Physiocrat is right. Why does TJN spend time lobbying for measures which would make tax avoidance a little more difficult when it could promote a tax which would make tax evasion near impossible and tax avoidance absolutely impossible.
Because a) it's pie in the sky, politically, for a wholesale shift to LVT only; b) because it savages the whole 'no taxation without representation' problem; because despite what you say, it is easily avoided by shifting assets out of residential properties to other forms of income, offshore. We support LVT, but only as part of a comprehensive tax system.
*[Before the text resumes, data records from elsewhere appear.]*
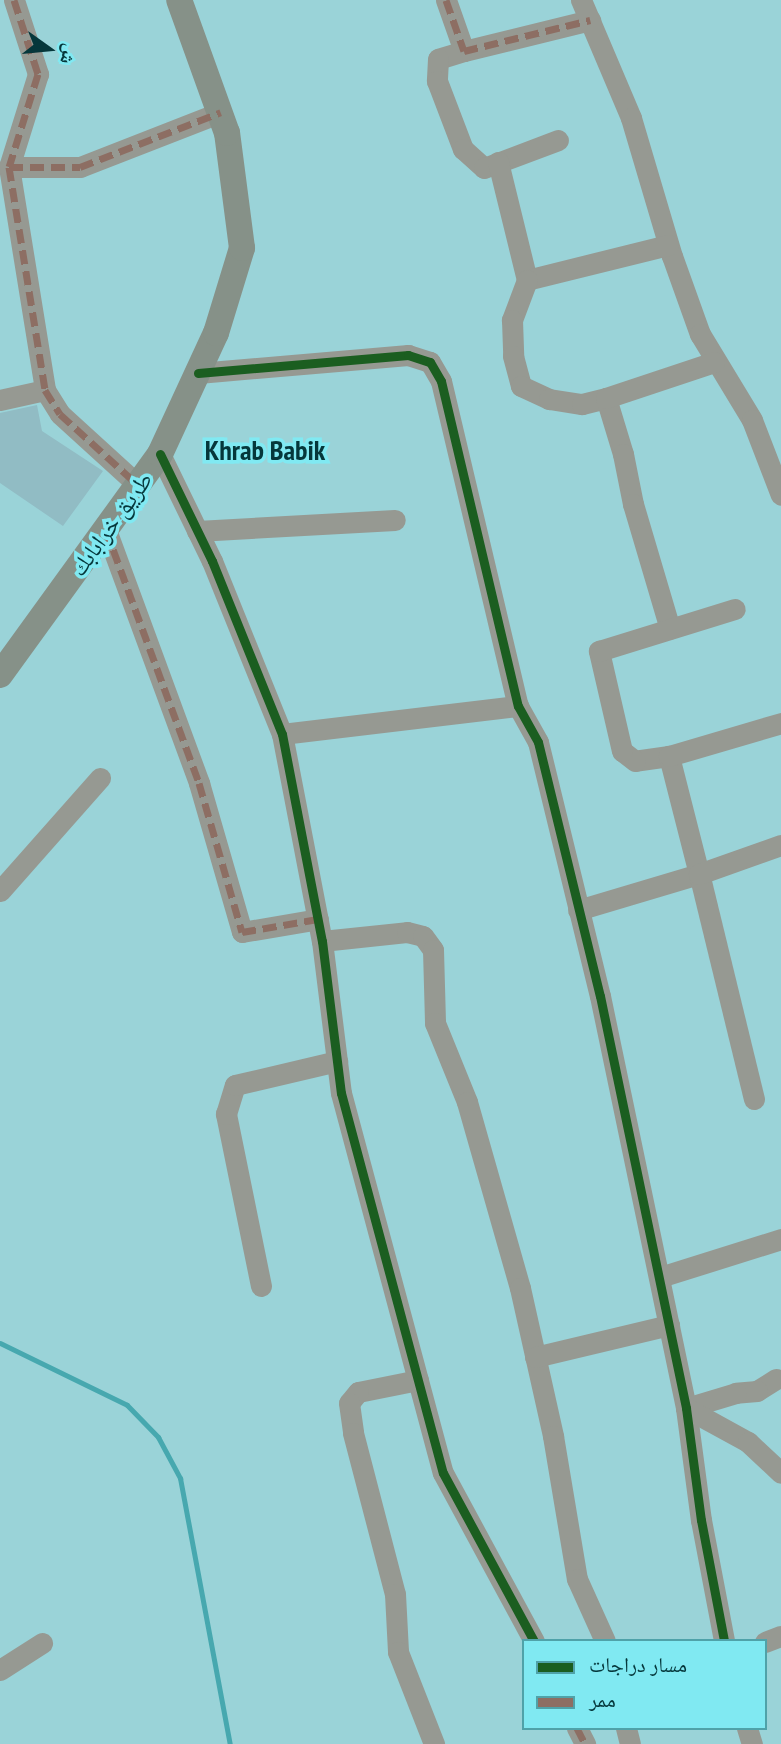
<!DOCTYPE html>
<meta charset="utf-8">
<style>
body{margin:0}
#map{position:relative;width:781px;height:1744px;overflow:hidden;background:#9ad3d8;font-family:"PT Sans Narrow","Noto Naskh Arabic",sans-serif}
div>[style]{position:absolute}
.stream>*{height:5px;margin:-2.5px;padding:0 2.5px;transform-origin:2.5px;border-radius:2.5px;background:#47a8af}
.building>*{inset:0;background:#91bcc4}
.minor>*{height:21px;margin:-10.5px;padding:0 10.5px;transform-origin:10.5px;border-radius:10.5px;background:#969992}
.major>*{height:26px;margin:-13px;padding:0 13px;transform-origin:13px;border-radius:13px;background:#869188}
.quiet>*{height:7px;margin-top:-3.5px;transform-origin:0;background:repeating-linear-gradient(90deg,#8d6e63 0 14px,transparent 0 21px)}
.cycleway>*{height:9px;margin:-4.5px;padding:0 4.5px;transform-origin:4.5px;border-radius:4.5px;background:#1b5e20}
span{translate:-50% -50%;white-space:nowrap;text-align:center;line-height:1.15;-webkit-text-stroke:7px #80e9f2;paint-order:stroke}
.street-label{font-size:24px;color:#05373b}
.quarter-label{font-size:28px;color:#05373b;font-weight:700}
.legend{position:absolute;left:522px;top:1639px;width:245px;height:91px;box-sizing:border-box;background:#80e9f2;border:2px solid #4fa2a9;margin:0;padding:9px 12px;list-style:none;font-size:21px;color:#05373b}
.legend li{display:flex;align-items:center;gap:14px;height:35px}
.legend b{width:35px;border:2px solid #4fa2a9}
.north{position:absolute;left:14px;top:14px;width:70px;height:70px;-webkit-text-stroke:5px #80e9f2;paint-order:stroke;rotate:105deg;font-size:19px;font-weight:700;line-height:28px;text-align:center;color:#05373b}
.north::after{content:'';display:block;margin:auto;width:24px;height:32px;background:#05373b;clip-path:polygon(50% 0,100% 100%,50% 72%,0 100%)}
</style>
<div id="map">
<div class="stream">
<div style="left:0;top:1343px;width:141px;rotate:26deg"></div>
<div style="left:127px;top:1405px;width:45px;rotate:45.9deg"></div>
<div style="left:158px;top:1437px;width:47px;rotate:61.8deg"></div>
<div style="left:180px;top:1478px;width:271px;rotate:79.4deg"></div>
</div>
<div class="building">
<div style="clip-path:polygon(37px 405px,42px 431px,103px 471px,63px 526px,0 483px,0 413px)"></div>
</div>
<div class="minor">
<div style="left:14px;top:0;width:78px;rotate:72deg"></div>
<div style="left:38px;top:74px;width:97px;rotate:107.3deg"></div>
<div style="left:9px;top:167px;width:226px;rotate:80.8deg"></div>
<div style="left:45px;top:390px;width:28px;rotate:58deg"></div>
<div style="left:60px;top:414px;width:105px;rotate:42.3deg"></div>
<div style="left:446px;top:0;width:54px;rotate:70.6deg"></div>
<div style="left:464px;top:51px;width:130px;rotate:-13.8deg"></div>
<div style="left:581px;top:0;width:128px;rotate:67deg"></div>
<div style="left:631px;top:118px;width:144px;rotate:73.5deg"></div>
<div style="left:672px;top:256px;width:83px;rotate:70.3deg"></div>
<div style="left:700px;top:334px;width:100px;rotate:58.8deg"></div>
<div style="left:752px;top:420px;width:80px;rotate:68.9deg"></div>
<div style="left:464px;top:51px;width:27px;rotate:163deg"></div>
<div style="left:438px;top:59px;width:22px;rotate:93deg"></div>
<div style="left:437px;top:81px;width:73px;rotate:69.1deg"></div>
<div style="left:463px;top:149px;width:28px;rotate:42deg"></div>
<div style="left:484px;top:168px;width:79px;rotate:-20.7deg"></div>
<div style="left:498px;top:162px;width:122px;rotate:76.2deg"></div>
<div style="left:9px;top:167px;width:71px"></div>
<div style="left:80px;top:167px;width:151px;rotate:-21.3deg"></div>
<div style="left:668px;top:245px;width:145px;rotate:166.1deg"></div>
<div style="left:527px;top:280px;width:43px;rotate:110.6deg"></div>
<div style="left:512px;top:320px;width:36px;rotate:88deg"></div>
<div style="left:513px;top:356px;width:31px;rotate:75deg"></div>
<div style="left:521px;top:386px;width:31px;rotate:25deg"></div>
<div style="left:549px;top:399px;width:33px;rotate:9deg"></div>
<div style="left:582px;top:404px;width:25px;rotate:-14deg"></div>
<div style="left:606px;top:398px;width:59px;rotate:73.1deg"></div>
<div style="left:623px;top:454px;width:51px;rotate:78.7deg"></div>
<div style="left:633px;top:504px;width:130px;rotate:73.5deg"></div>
<div style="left:198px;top:373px;width:211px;rotate:-4.9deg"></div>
<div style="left:408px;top:355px;width:23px;rotate:18deg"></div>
<div style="left:430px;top:362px;width:22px;rotate:60deg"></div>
<div style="left:441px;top:381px;width:334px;rotate:76.7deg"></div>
<div style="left:518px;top:706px;width:41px;rotate:60.9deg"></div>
<div style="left:538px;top:742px;width:261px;rotate:76.3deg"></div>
<div style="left:600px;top:996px;width:421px;rotate:78.2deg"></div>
<div style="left:686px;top:1408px;width:113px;rotate:82.4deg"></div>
<div style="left:701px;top:1520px;width:123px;rotate:79.2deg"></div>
<div style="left:606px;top:398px;width:114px;rotate:-18.4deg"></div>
<div style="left:0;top:400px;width:46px;rotate:-12.5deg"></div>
<div style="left:160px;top:454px;width:119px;rotate:64.1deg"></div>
<div style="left:212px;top:561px;width:187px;rotate:68deg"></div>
<div style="left:282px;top:734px;width:211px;rotate:79.1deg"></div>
<div style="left:322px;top:941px;width:153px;rotate:82.9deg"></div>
<div style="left:341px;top:1093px;width:393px;rotate:75deg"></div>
<div style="left:443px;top:1473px;width:191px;rotate:61.6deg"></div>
<div style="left:106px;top:530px;width:270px;rotate:69.8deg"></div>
<div style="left:199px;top:783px;width:155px;rotate:73.9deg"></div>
<div style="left:242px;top:932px;width:77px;rotate:-9.7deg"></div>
<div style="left:197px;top:531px;width:198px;rotate:-3.2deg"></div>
<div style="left:282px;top:734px;width:238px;rotate:-6.8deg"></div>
<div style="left:669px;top:756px;width:34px;rotate:172deg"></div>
<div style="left:635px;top:761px;width:16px;rotate:-142deg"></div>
<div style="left:622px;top:751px;width:103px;rotate:-103deg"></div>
<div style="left:599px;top:651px;width:142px;rotate:-17.2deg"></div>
<div style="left:0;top:891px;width:151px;rotate:-48.5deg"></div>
<div style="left:578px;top:910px;width:126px;rotate:-16.6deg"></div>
<div style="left:699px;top:874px;width:122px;rotate:-104.3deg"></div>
<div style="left:669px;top:756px;width:117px;rotate:-16.4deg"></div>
<div style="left:322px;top:941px;width:85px;rotate:-6deg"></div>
<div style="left:407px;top:932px;width:16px;rotate:14deg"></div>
<div style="left:423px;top:936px;width:17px;rotate:54deg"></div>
<div style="left:433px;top:950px;width:73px;rotate:88.4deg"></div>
<div style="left:435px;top:1023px;width:85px;rotate:67.9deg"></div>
<div style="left:467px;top:1102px;width:193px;rotate:74.1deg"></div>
<div style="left:520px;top:1288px;width:152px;rotate:77.4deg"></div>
<div style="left:553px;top:1436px;width:145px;rotate:80.5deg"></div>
<div style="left:577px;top:1579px;width:68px;rotate:65.7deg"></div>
<div style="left:754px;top:1099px;width:232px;rotate:-103.7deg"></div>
<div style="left:699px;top:874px;width:87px;rotate:-19.5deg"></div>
<div style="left:660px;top:1277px;width:127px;rotate:-17.4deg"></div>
<div style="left:261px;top:1286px;width:176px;rotate:-101.5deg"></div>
<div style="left:226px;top:1114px;width:30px;rotate:-73deg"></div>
<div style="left:235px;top:1085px;width:105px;rotate:-13.2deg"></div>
<div style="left:535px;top:1357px;width:138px;rotate:-13.4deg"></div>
<div style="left:776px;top:1379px;width:22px;rotate:148deg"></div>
<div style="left:757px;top:1391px;width:21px;rotate:175deg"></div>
<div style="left:736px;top:1393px;width:52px;rotate:163.3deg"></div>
<div style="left:686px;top:1408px;width:71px;rotate:28.7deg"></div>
<div style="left:748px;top:1442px;width:45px;rotate:43.2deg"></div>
<div style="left:418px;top:1380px;width:61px;rotate:168.7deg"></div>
<div style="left:358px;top:1392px;width:14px;rotate:129deg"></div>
<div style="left:349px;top:1403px;width:30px;rotate:82deg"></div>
<div style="left:353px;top:1433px;width:166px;rotate:75.4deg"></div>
<div style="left:395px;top:1594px;width:58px;rotate:87deg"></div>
<div style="left:398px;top:1652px;width:99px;rotate:68.6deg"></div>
<div style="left:765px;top:1642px;width:17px;rotate:-21deg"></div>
<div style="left:0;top:1670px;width:50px;rotate:-32.7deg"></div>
<div style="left:577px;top:1728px;width:18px;rotate:63deg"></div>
<div style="left:626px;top:1728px;width:16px;rotate:76deg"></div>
<div style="left:747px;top:1728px;width:17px;rotate:73deg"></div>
</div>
<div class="major">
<div style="left:0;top:675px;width:273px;rotate:-54.1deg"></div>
<div style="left:160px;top:454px;width:133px;rotate:-65.2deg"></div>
<div style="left:216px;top:333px;width:89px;rotate:-73deg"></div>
<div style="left:242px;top:248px;width:116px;rotate:-97.4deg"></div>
<div style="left:227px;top:133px;width:141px;rotate:-109.8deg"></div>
</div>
<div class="quiet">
<div style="left:14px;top:0;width:78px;rotate:72deg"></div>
<div style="left:38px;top:74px;width:97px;rotate:107.3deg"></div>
<div style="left:9px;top:167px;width:226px;rotate:80.8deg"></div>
<div style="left:45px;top:390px;width:28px;rotate:58deg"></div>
<div style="left:60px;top:414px;width:105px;rotate:42.3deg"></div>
<div style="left:446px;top:0;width:54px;rotate:70.6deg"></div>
<div style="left:464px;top:51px;width:130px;rotate:-13.8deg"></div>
<div style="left:9px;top:167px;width:71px"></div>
<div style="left:80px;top:167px;width:151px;rotate:-21.3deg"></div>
<div style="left:106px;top:530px;width:270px;rotate:69.8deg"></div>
<div style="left:199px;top:783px;width:155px;rotate:73.9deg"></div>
<div style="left:242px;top:932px;width:77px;rotate:-9.7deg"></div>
<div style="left:577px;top:1728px;width:18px;rotate:63deg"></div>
</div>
<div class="cycleway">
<div style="left:198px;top:373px;width:211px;rotate:-4.9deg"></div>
<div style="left:408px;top:355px;width:23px;rotate:18deg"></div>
<div style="left:430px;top:362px;width:22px;rotate:60deg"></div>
<div style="left:441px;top:381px;width:334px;rotate:76.7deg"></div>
<div style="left:518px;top:706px;width:41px;rotate:60.9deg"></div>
<div style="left:538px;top:742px;width:261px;rotate:76.3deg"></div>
<div style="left:600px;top:996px;width:421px;rotate:78.2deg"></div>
<div style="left:686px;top:1408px;width:113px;rotate:82.4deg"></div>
<div style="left:701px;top:1520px;width:123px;rotate:79.2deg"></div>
<div style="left:160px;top:454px;width:119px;rotate:64.1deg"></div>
<div style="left:212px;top:561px;width:187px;rotate:68deg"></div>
<div style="left:282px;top:734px;width:211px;rotate:79.1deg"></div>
<div style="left:322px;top:941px;width:153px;rotate:82.9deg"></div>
<div style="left:341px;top:1093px;width:393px;rotate:75deg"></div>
<div style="left:443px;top:1473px;width:191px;rotate:61.6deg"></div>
</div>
<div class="street-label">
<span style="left:111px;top:524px;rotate:-54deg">طريق خرابابك</span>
</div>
<div class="quarter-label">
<span style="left:265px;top:450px">Khrab Babik</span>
</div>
<ul class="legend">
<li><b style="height:9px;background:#1b5e20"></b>مسار دراجات</li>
<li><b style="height:9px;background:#8d6e63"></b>ممر</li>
</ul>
<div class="north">ش</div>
</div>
Your LVT-only position is, in our view, an extremist one.
“It is ridiculous for any man to criticize the works of another if he has not distinguished himself by his own performances” - Joseph Addison (1672-1917)
>The ALP may have its flaws, but a realistic and comprehensive alternative is yet to be presented...
>The burden generally falls on the MNEs to find comparables - appropriately drafted legislation can empower a TA to make adjustments in the absence of necessary information (see Australia)
>Country-by-country reporting will assist in identifying issues (most of which can already be identified by willing tax administrations with the necessary capacity) however, the transactions still need to be priced/profit split on a (legislated) basis
>profit split still requires a basis for the split – what basis, if not the ALP?
>safe harbours will assist with the compliance burden and should be more common place - but recognise that they are double edged sword for taxpayers and tax administrations and are limited in their application (note: the OECD is currently looking at this - see OECD report on simplification measures)
>formulary apportionment would also be open to abuse, and given the recent EU example, it is clearly very politically ambitious, even where there is common interest)
In the absence of a realistic alternative, the focus should not be on criticising the current system, but on finding ways that it can be adapted to make it work for in different situations and on assisting and building capacity in developing country tax administrations.